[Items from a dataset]
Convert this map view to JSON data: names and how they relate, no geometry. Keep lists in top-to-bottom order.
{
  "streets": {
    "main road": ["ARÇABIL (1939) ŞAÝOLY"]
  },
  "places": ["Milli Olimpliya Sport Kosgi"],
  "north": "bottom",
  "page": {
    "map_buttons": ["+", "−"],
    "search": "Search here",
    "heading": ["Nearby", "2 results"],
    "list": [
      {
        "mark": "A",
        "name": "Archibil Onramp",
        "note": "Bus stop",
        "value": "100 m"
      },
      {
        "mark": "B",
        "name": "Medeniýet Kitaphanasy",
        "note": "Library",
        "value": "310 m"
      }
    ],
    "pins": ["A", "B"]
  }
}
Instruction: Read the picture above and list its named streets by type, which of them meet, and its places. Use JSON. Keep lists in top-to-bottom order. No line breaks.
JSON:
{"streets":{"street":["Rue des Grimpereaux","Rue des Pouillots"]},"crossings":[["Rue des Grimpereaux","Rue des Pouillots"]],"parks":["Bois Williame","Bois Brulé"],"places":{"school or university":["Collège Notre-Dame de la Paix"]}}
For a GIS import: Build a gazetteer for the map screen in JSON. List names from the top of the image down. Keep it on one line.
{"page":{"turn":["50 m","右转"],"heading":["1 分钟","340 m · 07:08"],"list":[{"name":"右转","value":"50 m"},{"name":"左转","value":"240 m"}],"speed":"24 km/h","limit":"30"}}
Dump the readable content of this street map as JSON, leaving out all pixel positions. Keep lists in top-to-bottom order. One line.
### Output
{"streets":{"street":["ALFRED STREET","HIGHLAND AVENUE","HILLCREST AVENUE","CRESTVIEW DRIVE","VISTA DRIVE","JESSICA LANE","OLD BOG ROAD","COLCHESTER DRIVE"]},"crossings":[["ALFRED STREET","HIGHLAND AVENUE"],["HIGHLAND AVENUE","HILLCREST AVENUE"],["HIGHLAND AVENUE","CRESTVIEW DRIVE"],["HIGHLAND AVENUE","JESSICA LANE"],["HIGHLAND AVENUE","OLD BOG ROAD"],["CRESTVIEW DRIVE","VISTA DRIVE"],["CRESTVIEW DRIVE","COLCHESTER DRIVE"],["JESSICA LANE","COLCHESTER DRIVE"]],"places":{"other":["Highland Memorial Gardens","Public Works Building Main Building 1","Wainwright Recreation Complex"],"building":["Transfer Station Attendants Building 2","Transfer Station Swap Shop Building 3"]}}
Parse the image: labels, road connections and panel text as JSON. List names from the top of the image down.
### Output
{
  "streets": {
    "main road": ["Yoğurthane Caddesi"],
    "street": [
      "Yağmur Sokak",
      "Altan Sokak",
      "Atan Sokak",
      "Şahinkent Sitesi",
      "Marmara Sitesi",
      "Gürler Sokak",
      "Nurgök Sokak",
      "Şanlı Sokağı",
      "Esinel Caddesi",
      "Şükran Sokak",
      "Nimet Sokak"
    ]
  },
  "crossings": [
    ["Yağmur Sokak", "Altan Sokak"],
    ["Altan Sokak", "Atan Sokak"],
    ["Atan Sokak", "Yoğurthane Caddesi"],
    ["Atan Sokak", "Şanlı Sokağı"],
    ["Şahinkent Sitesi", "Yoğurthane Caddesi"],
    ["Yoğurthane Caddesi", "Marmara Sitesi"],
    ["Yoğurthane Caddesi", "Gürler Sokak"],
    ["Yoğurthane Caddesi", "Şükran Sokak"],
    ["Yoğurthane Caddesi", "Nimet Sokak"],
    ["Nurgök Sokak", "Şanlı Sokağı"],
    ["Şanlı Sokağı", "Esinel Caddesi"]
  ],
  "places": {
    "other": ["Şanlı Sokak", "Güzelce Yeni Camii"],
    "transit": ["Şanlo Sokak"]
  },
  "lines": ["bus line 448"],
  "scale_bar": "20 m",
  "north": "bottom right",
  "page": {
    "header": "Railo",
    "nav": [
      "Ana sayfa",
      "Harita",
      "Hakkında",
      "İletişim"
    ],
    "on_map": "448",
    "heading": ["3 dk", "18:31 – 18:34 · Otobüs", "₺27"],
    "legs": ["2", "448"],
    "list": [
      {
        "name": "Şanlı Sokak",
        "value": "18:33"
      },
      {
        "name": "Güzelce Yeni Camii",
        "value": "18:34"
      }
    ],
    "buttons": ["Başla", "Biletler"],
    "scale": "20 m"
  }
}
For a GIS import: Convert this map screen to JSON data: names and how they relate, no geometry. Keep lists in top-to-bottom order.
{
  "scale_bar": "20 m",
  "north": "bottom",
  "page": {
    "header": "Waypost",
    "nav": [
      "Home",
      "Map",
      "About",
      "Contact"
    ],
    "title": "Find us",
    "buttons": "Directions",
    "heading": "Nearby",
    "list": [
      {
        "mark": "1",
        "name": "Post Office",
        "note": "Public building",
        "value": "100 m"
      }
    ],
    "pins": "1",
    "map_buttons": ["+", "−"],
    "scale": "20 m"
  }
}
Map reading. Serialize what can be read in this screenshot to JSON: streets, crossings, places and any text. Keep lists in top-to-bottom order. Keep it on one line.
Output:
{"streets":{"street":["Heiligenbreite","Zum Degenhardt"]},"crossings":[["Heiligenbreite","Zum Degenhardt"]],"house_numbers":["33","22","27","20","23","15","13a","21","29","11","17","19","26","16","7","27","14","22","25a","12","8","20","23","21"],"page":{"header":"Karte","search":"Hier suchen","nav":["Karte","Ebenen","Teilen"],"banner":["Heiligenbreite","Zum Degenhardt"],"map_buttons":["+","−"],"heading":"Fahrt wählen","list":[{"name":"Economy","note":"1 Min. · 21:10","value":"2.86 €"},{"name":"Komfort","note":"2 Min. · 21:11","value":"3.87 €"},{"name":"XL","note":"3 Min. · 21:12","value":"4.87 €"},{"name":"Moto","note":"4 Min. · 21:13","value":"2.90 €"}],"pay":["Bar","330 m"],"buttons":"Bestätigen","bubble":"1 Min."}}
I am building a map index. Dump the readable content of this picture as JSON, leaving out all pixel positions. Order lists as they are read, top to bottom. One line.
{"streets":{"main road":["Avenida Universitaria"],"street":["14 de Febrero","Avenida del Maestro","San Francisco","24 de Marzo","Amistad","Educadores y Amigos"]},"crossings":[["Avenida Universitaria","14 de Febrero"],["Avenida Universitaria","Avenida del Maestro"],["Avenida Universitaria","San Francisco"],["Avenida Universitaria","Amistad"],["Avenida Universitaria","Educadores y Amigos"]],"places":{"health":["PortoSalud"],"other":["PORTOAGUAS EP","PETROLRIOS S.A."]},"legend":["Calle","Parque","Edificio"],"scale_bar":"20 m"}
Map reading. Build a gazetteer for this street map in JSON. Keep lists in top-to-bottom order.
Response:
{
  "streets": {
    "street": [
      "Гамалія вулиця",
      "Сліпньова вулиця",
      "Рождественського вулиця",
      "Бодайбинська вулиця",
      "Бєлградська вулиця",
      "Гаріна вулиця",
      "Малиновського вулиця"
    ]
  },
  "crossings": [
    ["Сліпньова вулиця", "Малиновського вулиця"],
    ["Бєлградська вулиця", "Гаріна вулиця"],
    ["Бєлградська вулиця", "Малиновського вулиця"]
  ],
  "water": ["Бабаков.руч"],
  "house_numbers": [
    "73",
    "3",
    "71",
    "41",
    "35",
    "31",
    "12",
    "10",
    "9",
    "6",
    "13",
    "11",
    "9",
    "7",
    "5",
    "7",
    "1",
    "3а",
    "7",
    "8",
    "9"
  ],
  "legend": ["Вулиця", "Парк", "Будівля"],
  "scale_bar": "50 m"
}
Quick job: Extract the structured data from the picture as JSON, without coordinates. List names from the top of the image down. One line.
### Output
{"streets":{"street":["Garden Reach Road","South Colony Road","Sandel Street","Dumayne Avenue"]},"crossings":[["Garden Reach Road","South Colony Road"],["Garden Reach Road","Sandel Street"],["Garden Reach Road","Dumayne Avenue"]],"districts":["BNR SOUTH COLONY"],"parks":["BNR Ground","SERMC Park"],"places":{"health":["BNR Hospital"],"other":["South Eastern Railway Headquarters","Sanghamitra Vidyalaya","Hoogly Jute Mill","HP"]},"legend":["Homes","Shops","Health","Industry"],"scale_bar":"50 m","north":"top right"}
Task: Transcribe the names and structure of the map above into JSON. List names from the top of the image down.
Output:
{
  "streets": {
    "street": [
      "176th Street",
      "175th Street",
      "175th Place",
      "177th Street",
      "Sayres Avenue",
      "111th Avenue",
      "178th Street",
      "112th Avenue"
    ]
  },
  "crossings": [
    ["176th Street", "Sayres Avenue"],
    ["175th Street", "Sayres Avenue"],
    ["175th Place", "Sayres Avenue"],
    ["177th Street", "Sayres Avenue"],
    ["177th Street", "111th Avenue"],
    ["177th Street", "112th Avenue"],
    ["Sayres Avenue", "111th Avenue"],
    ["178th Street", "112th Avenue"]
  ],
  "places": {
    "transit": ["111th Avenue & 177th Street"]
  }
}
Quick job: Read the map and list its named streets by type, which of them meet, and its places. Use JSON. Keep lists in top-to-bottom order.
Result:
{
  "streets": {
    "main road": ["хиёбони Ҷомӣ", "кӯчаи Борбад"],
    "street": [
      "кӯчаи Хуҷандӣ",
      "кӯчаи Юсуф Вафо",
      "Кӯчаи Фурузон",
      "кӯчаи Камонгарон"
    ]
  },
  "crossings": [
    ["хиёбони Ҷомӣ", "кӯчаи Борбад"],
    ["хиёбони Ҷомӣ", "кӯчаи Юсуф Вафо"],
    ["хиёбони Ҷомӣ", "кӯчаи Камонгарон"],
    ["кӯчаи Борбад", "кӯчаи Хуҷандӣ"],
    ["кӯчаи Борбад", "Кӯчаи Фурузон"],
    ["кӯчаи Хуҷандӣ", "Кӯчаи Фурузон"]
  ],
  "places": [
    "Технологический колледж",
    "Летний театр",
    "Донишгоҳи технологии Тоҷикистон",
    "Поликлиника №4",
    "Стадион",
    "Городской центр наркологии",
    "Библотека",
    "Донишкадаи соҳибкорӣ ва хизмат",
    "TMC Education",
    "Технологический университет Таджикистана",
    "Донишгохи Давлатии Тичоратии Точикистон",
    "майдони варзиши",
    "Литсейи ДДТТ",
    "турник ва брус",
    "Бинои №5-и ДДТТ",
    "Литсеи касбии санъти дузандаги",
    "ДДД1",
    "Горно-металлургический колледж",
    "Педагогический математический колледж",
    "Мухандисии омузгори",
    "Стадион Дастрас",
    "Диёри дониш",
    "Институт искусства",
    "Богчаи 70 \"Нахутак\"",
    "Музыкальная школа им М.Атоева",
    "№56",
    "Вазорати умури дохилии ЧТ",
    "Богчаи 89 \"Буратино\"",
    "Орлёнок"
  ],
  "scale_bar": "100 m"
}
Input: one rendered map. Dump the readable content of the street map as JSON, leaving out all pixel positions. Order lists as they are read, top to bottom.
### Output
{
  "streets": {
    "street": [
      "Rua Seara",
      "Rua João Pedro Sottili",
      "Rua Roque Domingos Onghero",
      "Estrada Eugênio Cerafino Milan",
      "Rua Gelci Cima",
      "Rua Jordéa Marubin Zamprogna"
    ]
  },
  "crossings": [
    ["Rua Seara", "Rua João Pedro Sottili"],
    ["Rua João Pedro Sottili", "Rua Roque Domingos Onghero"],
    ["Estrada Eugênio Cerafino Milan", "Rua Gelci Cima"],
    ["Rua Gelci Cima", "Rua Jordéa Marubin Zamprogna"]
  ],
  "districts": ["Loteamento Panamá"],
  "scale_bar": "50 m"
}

[YOUR TASK]: From the data above, copy every line where "type" appears.

[PROBLEM SOLUTION]:
Instruction: Read the picture above and list its named streets by type, which of them meet, and its places. Use JSON. Keep lists in top-to-bottom order. No line breaks.
Quick job: Read the map and list its named streets by type, which of them meet, and its places. Use JSON. Keep lists in top-to-bottom order.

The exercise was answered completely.